Volta might not be everyone’s cup of street-football tea, but it has seen some genuine improvement with the addition of Arcade mode and Volta Seasons. The interesting thing about the inclusion of Volta Seasons is that it shows you can have an in-game EA online meta with a transaction free seasonal rewards system. It just must be on a less popular game mode. Volta Seasons is engaging enough but will still probably only see game time from those who are fatigued from FUT or still fruitlessly yearning for the days of FIFA Street.
Yet again, if you want to get ahead in FUT this year, you’ll either be pouring in endless hours or parting with your money. While there has been no increase in pack price and the 24-hour pack preview feature returns from FIFA 21, it feels like more needs to be done.
It’s difficult to not get into a ‘please, won’t somebody think of the children?’ mindset when it comes to microtransactions in FIFA, but it really affects the balance of the game. If you don’t have all the hours in the world to complete objectives on FUT, or you don’t have the money to finance weekly restructures of your first team, then you’re at an instant disadvantage in any of the Ultimate Team game modes.
Much like the complicated relationship between the real-life transfer market and the pitch, it’s hard to see why FIFA 22 would remove its lucrative in-game economy. We’re in a digital environment where streamers can command thousands of viewers to their platforms for pack openings, which only boosts hype from supporters and concern from detractors. Despite the apparent imbalance in their inclusion, microtransactions probably won’t leave FIFA unless or until there is industry-wide change.

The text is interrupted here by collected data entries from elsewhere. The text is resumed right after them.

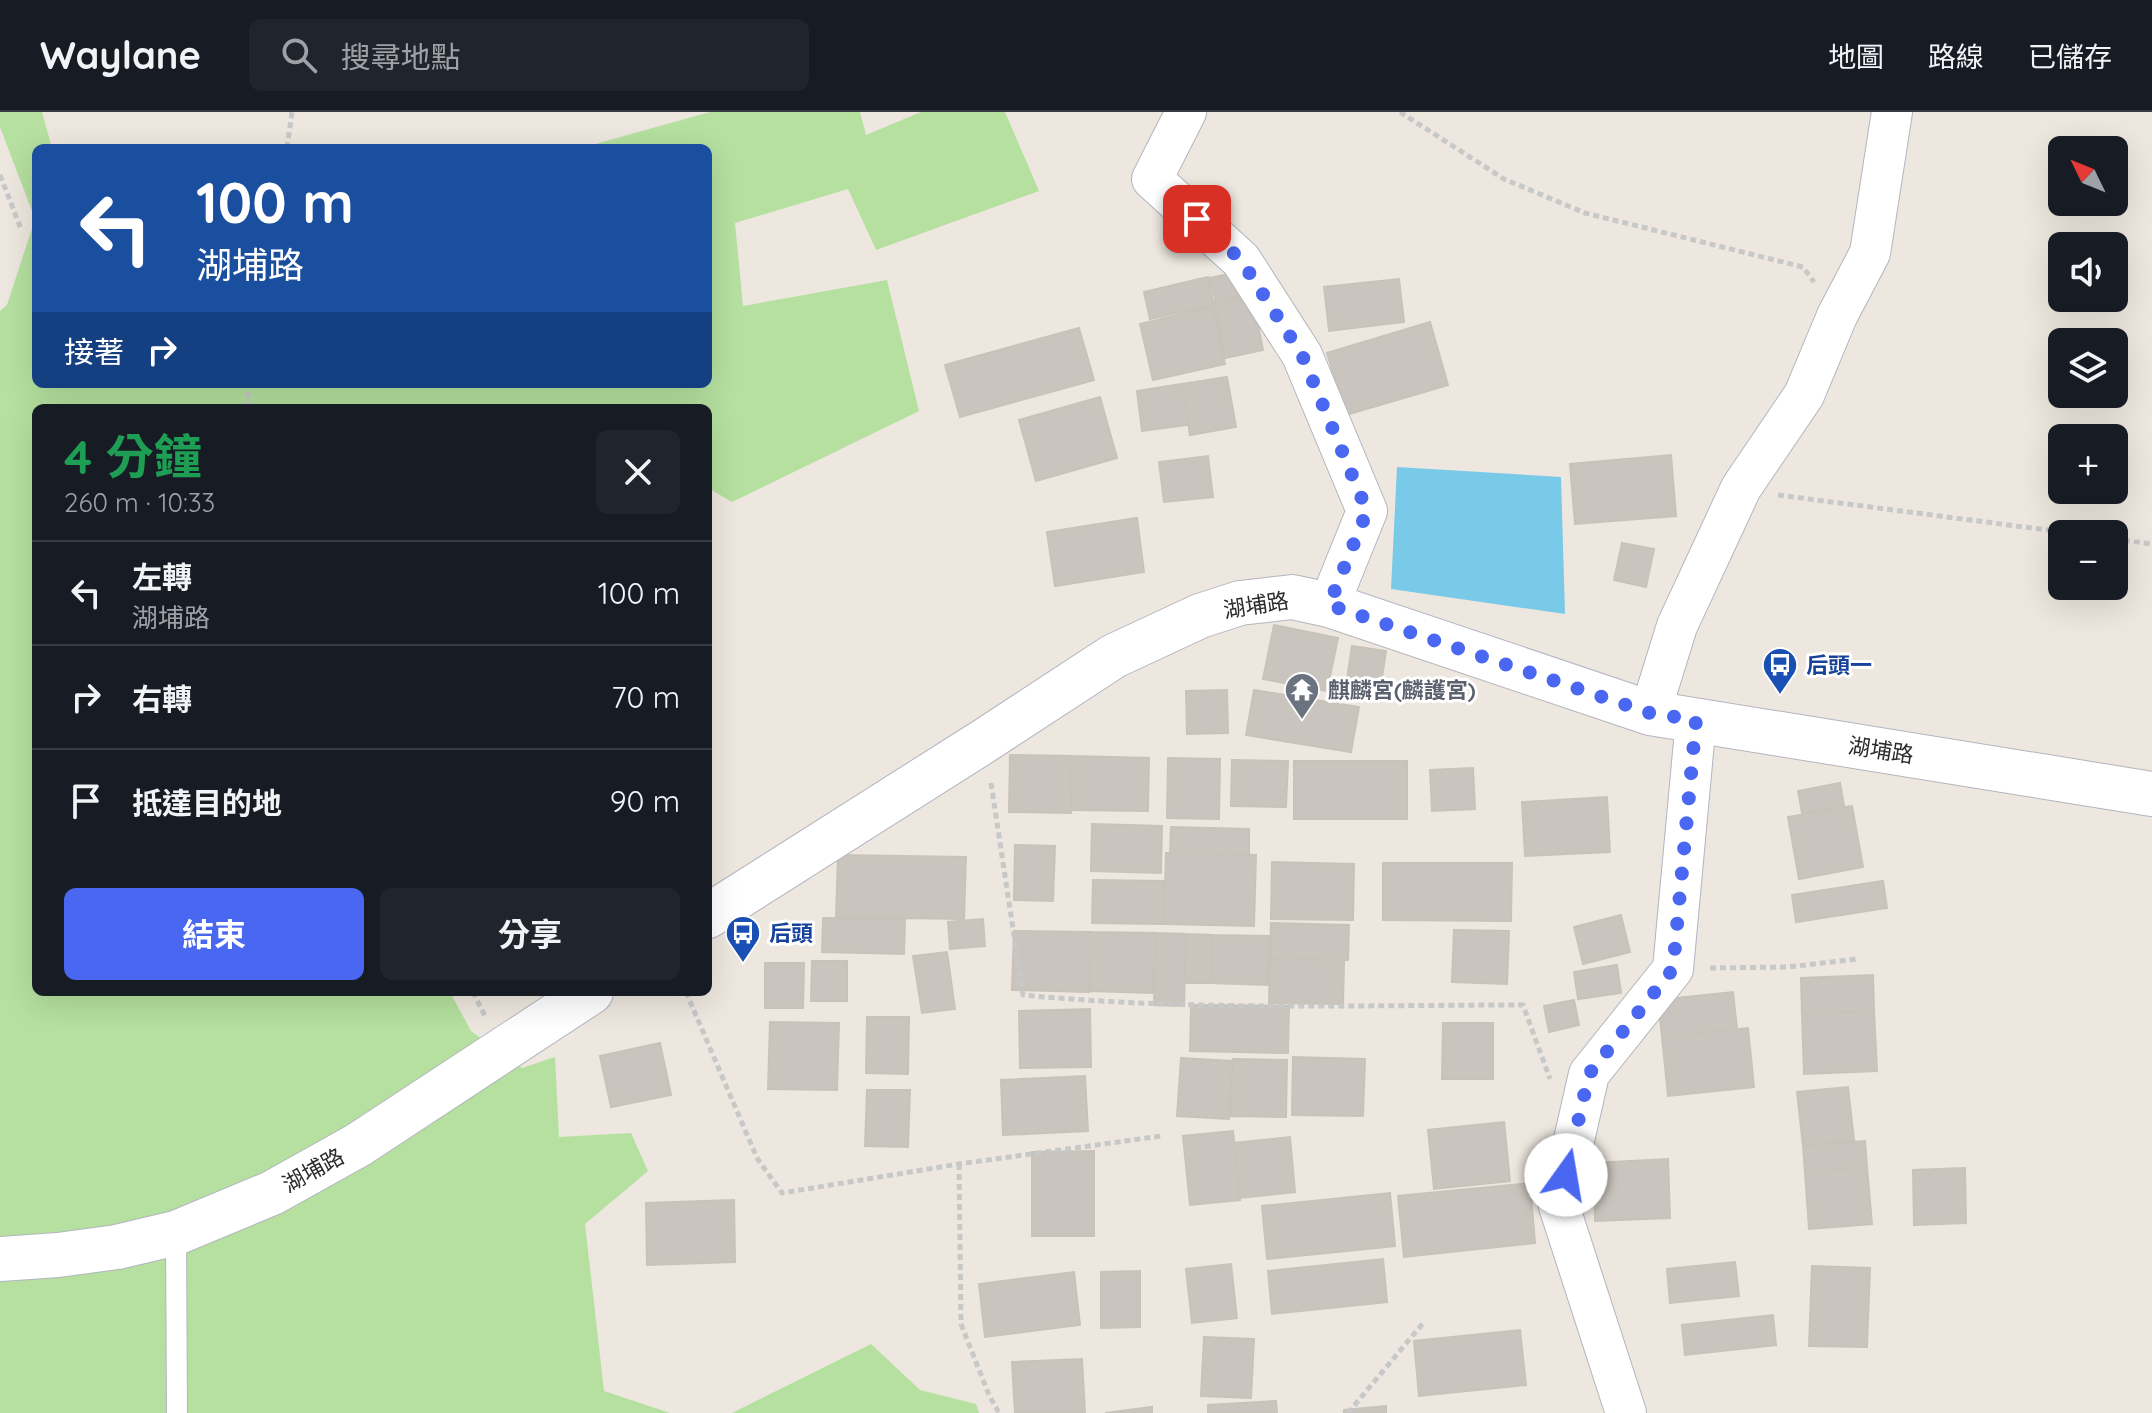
<!DOCTYPE html>
<html lang="zh-TW">
<meta charset="utf-8">
<style>
:root{--surface:#171b24;--page:#20242c;--text:#f1f3f6;--muted:#9ea1a6;--line:#363941;--accent:#4967f0}
body{margin:0;font-family:Quicksand,"Noto Sans TC",sans-serif;background:var(--page);color:var(--text);height:100vh;display:flex;flex-direction:column;font-size:30px;white-space:nowrap}
*{box-sizing:border-box;margin:0}
p{font-size:26px;color:var(--muted)}
.icon{flex:none;width:44px;height:44px;fill:none;stroke:currentColor;stroke-width:2;stroke-linecap:round;stroke-linejoin:round}
.map{position:relative;flex:1;overflow:hidden}
.details{position:absolute;left:32px;top:292px;width:680px;height:592px;display:flex;flex-direction:column;background:var(--surface);border-radius:12px;box-shadow:0 8px 32px #0002}
.details>*{flex:none}
.guide{position:absolute;left:32px;top:32px;width:680px;height:244px;border-radius:12px;box-shadow:0 8px 32px #0002;background:#1a4fa0;color:#fff;overflow:hidden}
.needle{width:52px;rotate:313deg}
.fabs{position:absolute;left:2048px;top:24px;display:grid;gap:16px}
.fabs a{display:grid;place-items:center;width:80px;height:80px;border-radius:12px;background:var(--surface);box-shadow:0 8px 32px #0002;font-size:40px}
.pin{position:absolute;display:grid;place-items:center;width:68px;height:68px;color:#fff;margin:-34px;border-radius:16px;box-shadow:0 4px 12px #0006}
.me{position:absolute;width:88px;margin:-44px;rotate:13deg;stroke-linejoin:round;filter:drop-shadow(0 0 6px #0008)}
.turn{display:flex;align-items:center;gap:28px;height:168px;padding:0 32px;font-size:36px}
.turn .icon{width:104px;height:104px;stroke-width:2.5}
.turn b{display:block;font-size:56px;line-height:68px}
.then{display:flex;align-items:center;height:76px;padding:0 32px;background:#0003;gap:16px;font-size:30px}
.round{display:grid;place-items:center;flex:none;width:84px;height:84px;border-radius:12px;background:var(--page)}
.headline{display:flex;align-items:center;justify-content:space-between;height:136px;padding:0 32px}
h1{font-size:48px;font-weight:700;line-height:60px;color:#1e9e55}
.cta{display:flex;gap:16px;margin-top:auto;padding:16px 32px}
.cta a{flex:1;height:92px;border-radius:12px;background:var(--accent);color:#fff;font-size:32px;font-weight:700;line-height:92px;text-align:center}
.cta a+a{background:var(--page);color:var(--text)}
ul{padding:0;list-style:none}
li{display:flex;align-items:center;gap:24px;height:104px;padding:0 32px;border-top:2px solid var(--line)}
li div{flex:1}
li b{display:block;font-size:30px}
li em{font-style:normal}
header{display:flex;align-items:center;gap:48px;box-sizing:border-box;height:112px;padding:0 40px;background:var(--surface);border-bottom:2px solid var(--line)}
header strong{font-size:38px}
nav{display:flex;gap:44px;margin-inline-start:auto;font-size:28px}
.search{width:560px;height:72px;background:var(--page);display:flex;align-items:center;gap:20px;box-sizing:border-box;padding:0 28px;border-radius:12px;color:var(--muted);font-size:30px}
.map>svg:first-child{display:block}
.green{fill:#b5e09f}
.water{fill:#79cae8}
.building{fill:#c9c5be;stroke:#c8c3b9;stroke-width:2}
.lines{fill:none;stroke-linecap:round;stroke-linejoin:round}
.lane-casing{stroke:#b3b5bf;stroke-width:22}
.street-casing{stroke:#b3b5bf;stroke-width:42}
.secondary-casing{stroke:#b3b5bf;stroke-width:46}
.path{stroke:#c8c8c8;stroke-width:5;stroke-dasharray:6 4;stroke-linecap:butt}
.lane{stroke:#fff;stroke-width:20}
.street{stroke:#fff;stroke-width:40}
.secondary{stroke:#fff;stroke-width:44}
.route{stroke:#4967f0;stroke-width:14;stroke-dasharray:0 25.2}
.labels{text-anchor:middle;stroke-width:6;stroke-linejoin:round;paint-order:stroke}
.street-label{font-size:22px;fill:#2c2c2c;stroke:#fff}
.transit-label{font-size:22px;font-weight:bold;fill:#164399;stroke:#fff;text-anchor:start}
.worship-label{font-size:22px;font-weight:bold;fill:#5b616d;stroke:#fff;text-anchor:start}
</style>
<header>
<strong>Waylane</strong>
<div class="search"><svg class="icon" aria-label="search" viewBox="0 0 24 24"><circle cx="10" cy="10" r="6"/><path d="M15 15l6 6"/></svg>搜尋地點</div>
<nav><a>地圖</a><a>路線</a><a>已儲存</a></nav>
</header>
<div class="map">
<svg width="2152" height="1301" viewBox="0 0 2152 1301">
<rect width="100%" height="100%" fill="#ede7df"/>
<path class="green" d="M0,0H42L52,36H36V272H708V36H581L710,0H860L866,23L921,0H1005L1039,79L876,138L848,77L735,111L743,194L887,168L919,299L732,390L708,376V296H36V880H450L471,919L522,956L555,945L559,1025L631,1021L648,1059L585,1112L604,1279L670,1301H0V199L7,193L35,107L0,15Z
M871,1232L920,1278L976,1292L979,1301H732Z"/>
<path class="water" d="M1397,355L1561,365L1565,502L1391,477Z"/>
<path class="building" d="M1242,159L1247,181L1216,190L1210,166Z
M1208,165L1214,193L1150,207L1144,180Z
M1399,167L1404,210L1329,219L1324,175Z
M1252,183L1263,238L1225,246L1214,190Z
M1213,195L1225,252L1153,268L1140,212Z
M1430,210L1448,273L1346,303L1327,241Z
M1079,216L1094,268L960,305L945,253Z
M1227,265L1236,315L1190,323L1182,272Z
M1182,272L1188,313L1142,319L1137,279Z
M1100,285L1117,346L1036,369L1019,308Z
M1671,343L1676,404L1575,412L1570,352Z
M1208,344L1213,385L1164,390L1159,350Z
M1137,406L1144,460L1055,474L1047,420Z
M1622,431L1654,437L1646,475L1614,468Z
M1274,513L1338,526L1327,579L1263,567Z
M1352,534L1386,539L1379,585L1345,580Z
M1227,578L1228,621L1187,622L1186,579Z
M1254,578L1359,595L1351,640L1246,623Z
M1010,643L1072,644L1071,701L1009,700Z
M1072,644L1149,646L1148,699L1071,698Z
M1168,646L1220,647L1219,707L1167,706Z
M1232,648L1288,649L1286,695L1231,694Z
M1294,649H1407V707H1294Z
M1473,656L1475,697L1432,699L1430,658Z
M1840,671L1844,694L1802,701L1798,679Z
M1607,685L1610,740L1525,744L1522,690Z
M1852,694L1863,755L1799,767L1788,705Z
M1092,712L1162,714L1161,761L1091,759Z
M1171,715L1249,717V743L1170,741Z
M1015,733L1055,734L1053,789L1014,788Z
M1166,741L1256,743L1254,814L1164,812Z
M838,743L966,745L964,807L836,805Z
M1272,750L1354,752L1353,808L1271,807Z
M1383,751H1512L1511,809L1383,808Z
M1093,768L1165,769L1164,812L1092,811Z
M1883,769L1887,796L1796,810L1792,783Z
M1621,803L1630,840L1583,852L1574,815Z
M823,806L905,807L904,842L822,840Z
M983,807L985,834L950,837L948,810Z
M1271,811L1349,813L1348,848L1270,846Z
M1454,818L1509,819L1507,872L1452,870Z
M1014,819L1091,820L1089,880L1012,878Z
M1091,820L1156,821L1153,881L1090,879Z
M1156,821L1186,822L1184,894L1154,893Z
M1186,822L1212,823L1211,871H1184Z
M1212,823L1269,824L1268,873L1211,871Z
M947,840L955,897L922,901L913,844Z
M1270,846L1344,848L1343,892L1269,891Z
M812,849H847V889H811Z
M765,851H804L803,896H765Z
M1617,853L1621,881L1578,887L1574,860Z
M1873,863L1874,899L1802,902L1801,866Z
M1733,880L1737,917L1662,925L1658,888Z
M1574,888L1579,913L1549,920L1544,894Z
M1191,893L1289,894L1288,941L1190,939Z
M1090,897L1091,955L1020,956L1019,899Z
M1874,899L1877,959L1804,962L1802,902Z
M867,905H909L908,962L866,961Z
M770,910L839,911L837,978L768,977Z
M1443,911H1493V967H1442Z
M1748,916L1754,975L1668,984L1662,925Z
M660,931L671,983L611,995L600,944Z
M1293,945L1365,947L1363,1004L1292,1003Z
M1181,946L1232,949L1229,1007L1177,1004Z
M1233,947L1287,948L1286,1005L1231,1004Z
M1085,964L1088,1019L1003,1023L1001,968Z
M1848,975L1854,1028L1803,1034L1797,980Z
M867,978H910L908,1035L865,1034Z
M1504,1010L1510,1069L1434,1077L1428,1018Z
M1233,1019L1240,1088L1190,1093L1183,1024Z
M1290,1025L1295,1080L1240,1086L1234,1031Z
M1865,1029L1867,1055L1805,1060L1803,1034Z
M1094,1039V1124H1032V1040Z
M1668,1047L1670,1106L1595,1109L1594,1051Z
M1867,1055L1872,1112L1809,1117L1805,1060Z
M1965,1056L1966,1111L1914,1113L1913,1058Z
M1530,1071L1535,1131L1404,1145L1398,1084Z
M1390,1081L1395,1134L1267,1147L1262,1094Z
M734,1088L735,1150L647,1153L646,1091Z
M1383,1147L1387,1190L1272,1202L1268,1159Z
M1735,1150L1739,1184L1670,1191L1667,1157Z
M1231,1152L1237,1206L1192,1211L1186,1157Z
M1812,1154L1870,1156L1867,1235L1809,1234Z
M1140,1159V1215L1101,1216V1160Z
M1074,1160L1080,1213L985,1225L979,1172Z
M1773,1203L1776,1233L1685,1243L1682,1213Z
M1520,1218L1526,1273L1419,1284L1414,1229Z
M1204,1225L1254,1227L1251,1286L1201,1284Z
M1082,1247L1085,1301H1015L1012,1250Z
M1276,1289L1277,1301H1208V1293Z
M1386,1294V1301H1344V1298Z
M1152,1295V1301H1105Z"/>
<g class="lines">
<defs>
<path id="lane" d="M176,1121L177,1301"/>
<path id="street" d="M1186,0L1152,67L1241,148L1302,243L1367,399L1329,493
M1650,601L1677,514L1741,376L1804,283L1837,204L1870,141L1892,0
M1626,1301L1559,1094L1589,962L1673,857L1696,608"/>
<path id="secondary" d="M708,804L984,629L1114,544L1200,504L1240,491L1292,485L1329,493L1650,601L2152,682
M0,1147L58,1143L117,1135L176,1121L272,1081L358,1033L591,880"/>
</defs>
<use href="#lane" class="lane-casing"/>
<use href="#street" class="street-casing"/>
<use href="#secondary" class="secondary-casing"/>
<path class="path" d="M1400,0L1504,67L1585,101L1803,155L1814,170
M287,36L292,0
M0,63L21,117
M246,296L250,272
M1778,383L2078,422
M2114,427L2152,432
M991,671L1023,883C1189,899 1357,893 1523,893L1550,967
M1710,856L1788,855L1857,847
M473,880L485,904
M686,880L757,1046L782,1081L959,1052L1161,1024
M959,1052L961,1212L989,1283L999,1301
M1348,1301L1424,1210"/>
<use href="#lane" class="lane"/>
<use href="#street" class="street"/>
<use href="#secondary" class="secondary"/>
</g>
<g class="lines">
<path class="route" d="M1197,107L1241,148L1302,243L1367,399L1329,493L1650,601L1696,608L1673,857L1589,962L1566,1063"/>
</g>
<defs>
<symbol id="bus-pin" viewBox="-11 -11 22 30"><path d="M0 17L-7.5 6A9.5 9.5 0 1 1 7.5 6Z" fill="#1a4fb4" stroke="#fff"/><path d="M-5-6H5V4H4V6H2V4H-2V6H-4V4H-5ZM-3.5-4V0h7V-4ZM-3.5 1.2v1.5H-2V1.2ZM2 1.2v1.5H3.5V1.2Z" fill="#fff"/></symbol>
<symbol id="temple-pin" viewBox="-11 -11 22 30"><path d="M0 17L-7.5 6A9.5 9.5 0 1 1 7.5 6Z" fill="#6b7280" stroke="#fff"/><path d="M0-6L5-2H3V0L6.5 2.5H4V6H1.5V3h-3V6H-4V2.5H-6.5L-3 0V-2H-5Z" fill="#fff"/></symbol>
</defs>
<g fill-rule="evenodd">
<use href="#bus-pin" x="1760" y="533" width="40" height="54"/>
<use href="#temple-pin" x="1282" y="558" width="40" height="54"/>
<use href="#bus-pin" x="723" y="801" width="40" height="54"/>
</g>
<g class="labels">
<g class="street-label">
<text transform="translate(1256 493) rotate(-9)" y="8">湖埔路</text>
<text transform="translate(1881 638) rotate(9)" y="8">湖埔路</text>
<text transform="translate(313 1058) rotate(-29)" y="8">湖埔路</text>
</g>
<g class="transit-label">
<text x="1806" y="561">后頭一</text>
<text x="769" y="829">后頭</text>
</g>
<g class="worship-label">
<text x="1328" y="586">麒麟宮(麟護宮)</text>
</g>
</g>
</svg>
<div class="fabs">
<a><svg class="needle" viewBox="-14 -14 28 28"><path d="M0-13l5 13h-10z" fill="#e53935"/><path d="M0 13l5-13h-10z" fill="#9ea1a6"/></svg></a>
<a><svg class="icon" aria-label="sound" viewBox="0 0 24 24"><path d="M4 9h4l5-4v14l-5-4H4zM17 9q2 3 0 6"/></svg></a>
<a><svg class="icon" aria-label="layers" viewBox="0 0 24 24"><path d="M12 4l9 5-9 5-9-5zM3 14l9 5 9-5"/></svg></a>
<a>+</a>
<a>−</a>
</div>
<div class="pin" style="left:1197px;top:107px;background:#d93025"><svg class="icon" aria-label="arrive" viewBox="0 0 24 24"><path d="M6 21V4h12l-3 4 3 4H6"/></svg></div>
<svg class="me" style="left:1566px;top:1063px" viewBox="-20 -20 40 40"><circle r="19" fill="#fff"/><path d="M0-13L10 11 0 6-10 11z" fill="#4967f0"/></svg>
<div class="guide">
<div class="turn"><svg class="icon" aria-label="left" viewBox="0 0 24 24"><path d="M17 20v-9H6M10 6l-5 5 5 5"/></svg><div><b>100 m</b>湖埔路</div></div>
<div class="then">接著<svg class="icon" aria-label="right" viewBox="0 0 24 24"><path d="M7 20v-9h11M14 6l5 5-5 5"/></svg></div>
</div>
<section class="details">
<div class="headline"><div><h1>4 分鐘</h1><p>260 m · 10:33</p></div><a class="round"><svg class="icon" aria-label="close" viewBox="0 0 24 24"><path d="M6 6l12 12M18 6L6 18"/></svg></a></div>
<ul>
<li><svg class="icon" aria-label="left" viewBox="0 0 24 24"><path d="M17 20v-9H6M10 6l-5 5 5 5"/></svg><div><b>左轉</b><p>湖埔路</p></div><em>100 m</em></li>
<li><svg class="icon" aria-label="right" viewBox="0 0 24 24"><path d="M7 20v-9h11M14 6l5 5-5 5"/></svg><div><b>右轉</b></div><em>70 m</em></li>
<li><svg class="icon" aria-label="arrive" viewBox="0 0 24 24"><path d="M6 21V4h12l-3 4 3 4H6"/></svg><div><b>抵達目的地</b></div><em>90 m</em></li>
</ul>
<div class="cta"><a>結束</a><a>分享</a></div>
</section>
</div>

Pro Clubs is still fun, and Seasons is still repetitive
Pro Clubs has seen some rebuilding this year, making it less imperative to find ten willing teammates constantly. There’s also more upgrades and skill progression for your Virtual Pro, and the in-game perks system offers footballing super-powers for your game character. The cosmetic changes to career mode are carried over here also, and the customisation available for your club is genuinely impressive compared to previous EA Sports efforts.
Seasons is a fun experience online, either solo or co-op with friends, but like last year you’re going to be seeing quite a bit of Lionel Messi and Kylian Mbappe in this game mode. If you can make it past the endless matchmaking results of either PSG, the French National squad, or one of the other few overused teams, there is something to be said for what is the closest to classic online FIFA, but it takes some patience.
FIFA 22 proves that EA’s soccer simulator is still the most playable of the genre in the market, but it also demonstrates that they know it. Yet again, the blatant disregard for industry-wide skepticism over microtransactions reigns this year in FIFA. Though there are long-awaited improvements to Career Mode and sharp graphical enhancements, it is hard to see past the decision to continue rinsing the most dedicated players of their cash.
- Score: 3.5 / 5
- Available On: PC, PS4, PS5, Xbox One, Xbox Series X|S, Nintendo Switch, Google Stadia
- Published By: Electronic Arts
- Developed By: EA Sports
- Genre: sports
- US Release Date: October 1, 2021
- Reviewed On: PlayStation 5
- Quote: "FIFA 22 is here for a new season, and while there are some inspiring changes, the same old own-goals keep coming back."